L’autophagie est un mode de dégradation de molécules endogènes par les lysosomes, activé en réponse à diverses situations de stress et essentiel à l’homéostasie cellulaire et tissulaire [ 1 , 13 ] ( → )
L’autophagie se caractérise par la séquestration de matériel cytoplasmique dans un organelle à double membrane : l’autophagosome. La formation de l’autophagosome fait intervenir une quinzaine de protéines ATG ( autophagy-related ) conservées chez les eucaryotes, et qui s’organisent en complexes moléculaires avec d’autres protéines [ 2 ]. Comme dans de nombreuses autres situations de remodelage membranaire, la nucléation de l’autophagosome mobilise le lipide membranaire phosphatidylinositol-3-phosphate (PI3P) afin de faciliter la mise en place des échafaudages moléculaires nécessaires aux étapes précoces de sa formation. Les membranes contenant le PI3P participent ainsi au recrutement local du système de conjugaison ATG5-ATG12-ATG16L1 et de son partenaire WIPI2 ( WD repeat domain phosphoinositide-interacting protein 2 ), une protéine qui se lie au PI3P, indispensable aux étapes précoces de l’autophagie et à la lipidation de la protéine cytosolique LC3 ( microtubule-associated protein 1A/1B-light chain 3 , ATG8 chez la levure), marqueur essentiel des autophagosomes [ 3 ]. En situation de stress nutritionnel (un inducteur fort de l’autophagie), cette synthèse de PI3P est assurée par le complexe PI3-kinase de classe III (PI3KC3), principalement composé des protéines VPS15 ( vacuolar protein sorting 15 ), bécline1/ATG6, ATG14L, NRBF2 ( nuclear receptor-binding factor 2 ) et de la kinase lipidique VPS34.

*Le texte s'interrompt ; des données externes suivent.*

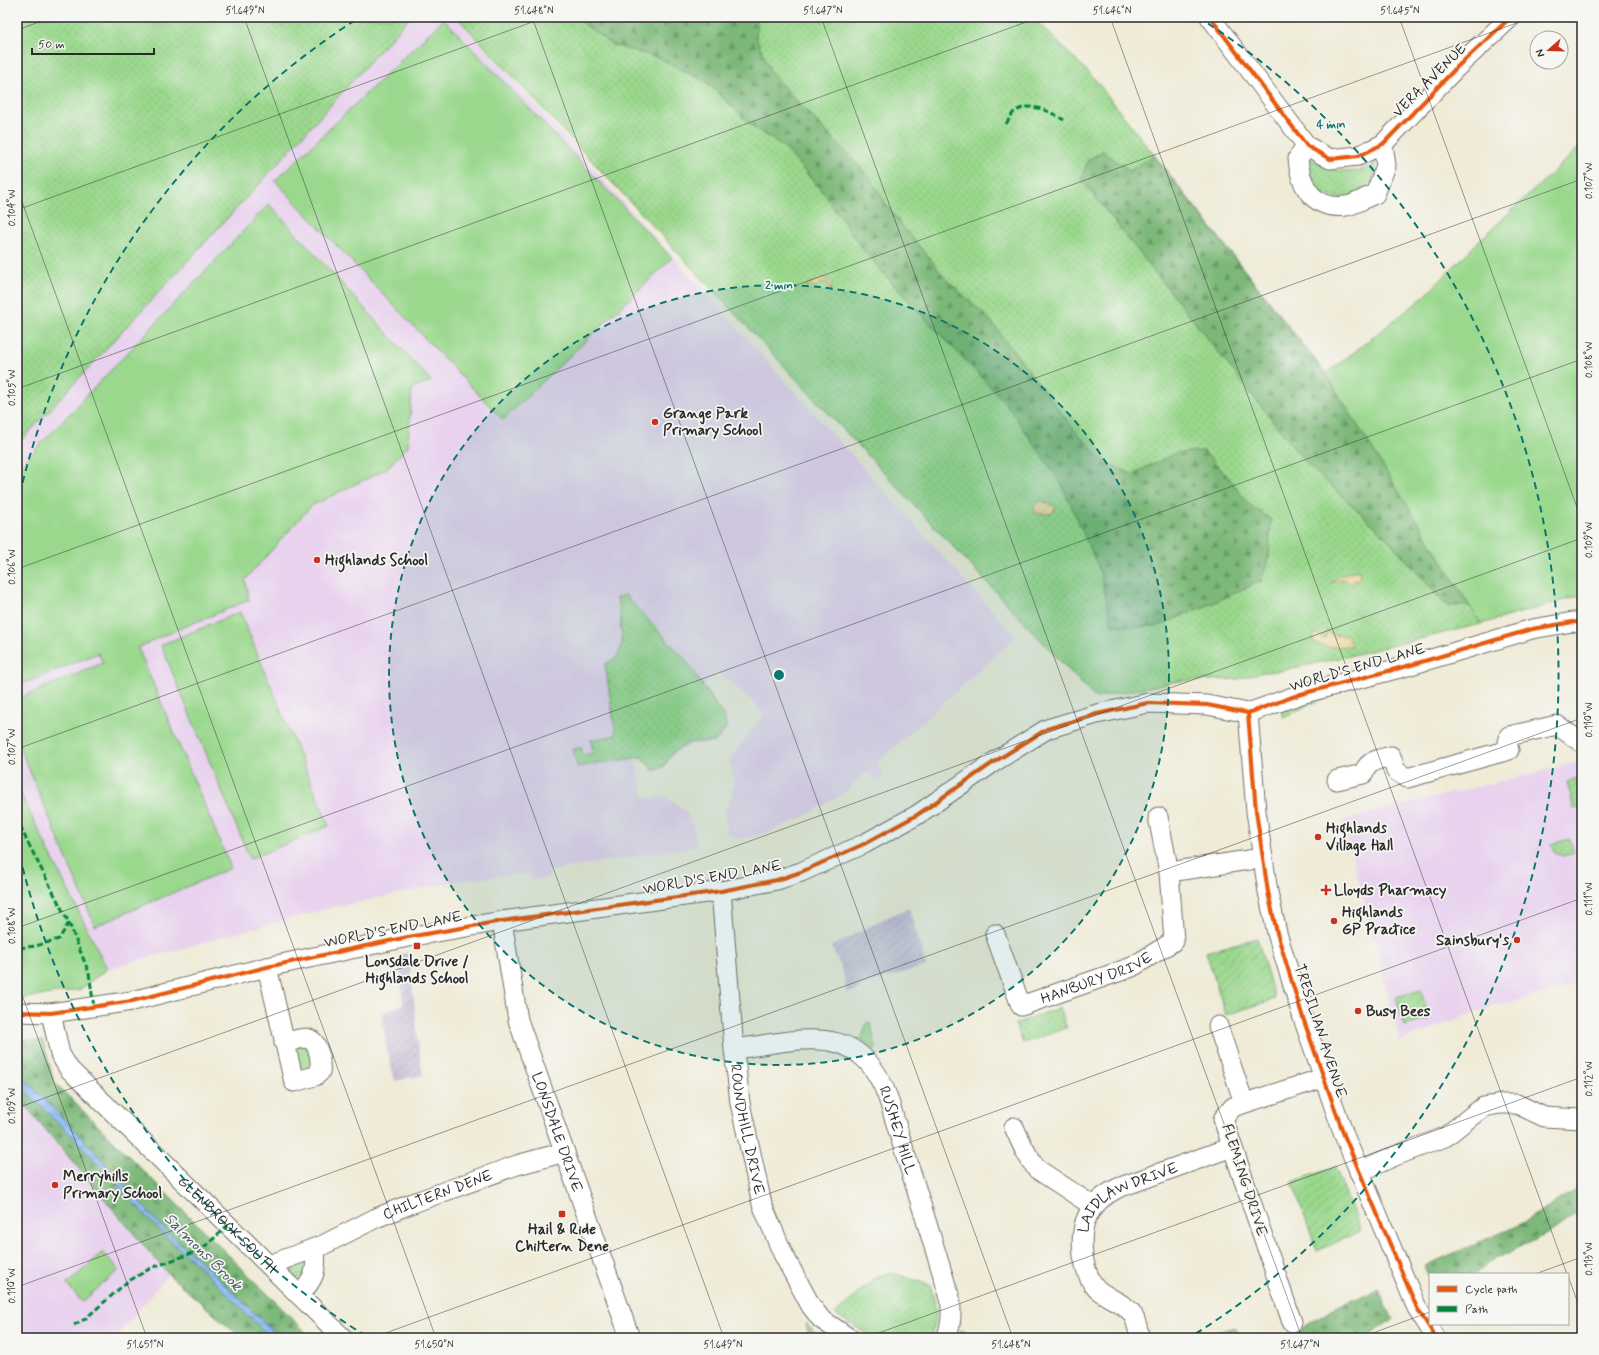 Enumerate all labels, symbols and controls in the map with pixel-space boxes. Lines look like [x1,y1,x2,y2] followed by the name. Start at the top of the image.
[225,4,265,18] text: 51.649°N
[514,4,554,18] text: 51.648°N
[803,4,843,18] text: 51.647°N
[1093,4,1132,18] text: 51.646°N
[1380,4,1420,18] text: 51.645°N
[32,30,154,56] scale bar
[1529,30,1569,70] north arrow
[38,37,65,53] text: 50 m
[1388,39,1471,122] street label: VERA AVENUE
[1533,47,1548,59] text: N
[1316,117,1346,133] text: 4 min
[1582,163,1596,199] text: 0.107°W
[5,190,19,226] text: 0.104°W
[765,278,793,294] text: 2 min
[1582,342,1596,378] text: 0.108°W
[5,370,19,406] text: 0.105°W
[663,404,762,441] place label: Grange Park Primary School
[650,417,660,427] marker: Grange Park Primary School
[1582,522,1596,558] text: 0.109°W
[5,549,19,585] text: 0.106°W
[325,551,428,573] place label: Highlands School
[312,555,322,565] marker: Highlands School
[1287,639,1428,697] street label: WORLD'S END LANE
[772,668,786,682] centre of rings
[1582,702,1596,738] text: 0.110°W
[5,729,19,765] text: 0.107°W
[1326,819,1394,857] place label: Highlands Village Hall
[1313,832,1323,842] marker: Highlands Village Hall
[641,856,783,900] street label: WORLD'S END LANE
[1334,881,1447,901] place label: Lloyds Pharmacy
[1582,882,1596,916] text: 0.111°W
[1321,885,1331,895] marker: Lloyds Pharmacy
[1342,903,1416,940] place label: Highlands GP Practice
[322,907,464,953] street label: WORLD'S END LANE
[5,908,19,944] text: 0.108°W
[1329,916,1339,926] marker: Highlands GP Practice
[1436,931,1509,951] place label: Sainsbury's
[1512,935,1522,945] marker: Sainsbury's
[412,941,422,951] marker: Lonsdale Drive / Highlands School
[1038,948,1157,1009] street label: HANBURY DRIVE
[365,952,469,991] place label: Lonsdale Drive / Highlands School
[1289,962,1351,1101] street label: TRESILIAN AVENUE
[1366,1002,1431,1022] place label: Busy Bees
[1353,1006,1363,1016] marker: Busy Bees
[1582,1061,1596,1097] text: 0.112°W
[725,1063,769,1197] street label: ROUNDHILL DRIVE
[526,1070,587,1195] street label: LONSDALE DRIVE
[873,1083,920,1178] street label: RUSHEY HILL
[5,1088,19,1124] text: 0.109°W
[1216,1121,1272,1239] street label: FLEMING DRIVE
[1074,1158,1181,1234] street label: LAIDLAW DRIVE
[380,1166,496,1225] street label: CHILTERN DENE
[63,1167,162,1204] place label: Merryhills Primary School
[173,1172,281,1279] street label: GLENBROOK SOUTH
[50,1180,60,1190] marker: Merryhills Primary School
[159,1208,247,1296] water label: Salmons Brook
[557,1209,567,1219] marker: Hail & Ride Chiltern Dene
[515,1220,609,1257] place label: Hail & Ride Chiltern Dene
[1582,1242,1596,1276] text: 0.113°W
[5,1268,19,1304] text: 0.110°W
[1429,1273,1569,1325] legend
[1465,1282,1517,1298] text: Cycle path
[1465,1302,1488,1318] text: Path
[126,1338,164,1352] text: 51.651°N
[414,1338,454,1352] text: 51.650°N
[703,1338,743,1352] text: 51.649°N
[991,1338,1031,1352] text: 51.648°N
[1280,1338,1320,1352] text: 51.647°N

(→) Voir le numéro thématique Autophagie , m/s n° 3, mars 2017, pages 213-340
Le PI3P est également présent sur des vésicules situées à la base du cil primaire des cellules. Le cil primaire est composé d’un corps basal, formé autour du centriole mère, et d’un axonème, dont la structure est organisée par un faisceau de microtubules acétylés [ 4 , 5 ]. L’axonème contient dans sa membrane de nombreux récepteurs qui activent différentes voies de signalisation (Hedgehog, PDGF [ platelet-derived growth factor ], Wnt) en réponse à certaines stimulations chimiques (hormones, facteurs de croissance), des canaux calciques, des transporteurs (glucose), et des mécano-senseurs qui répondent notamment à des forces de cisaillement ou de compression.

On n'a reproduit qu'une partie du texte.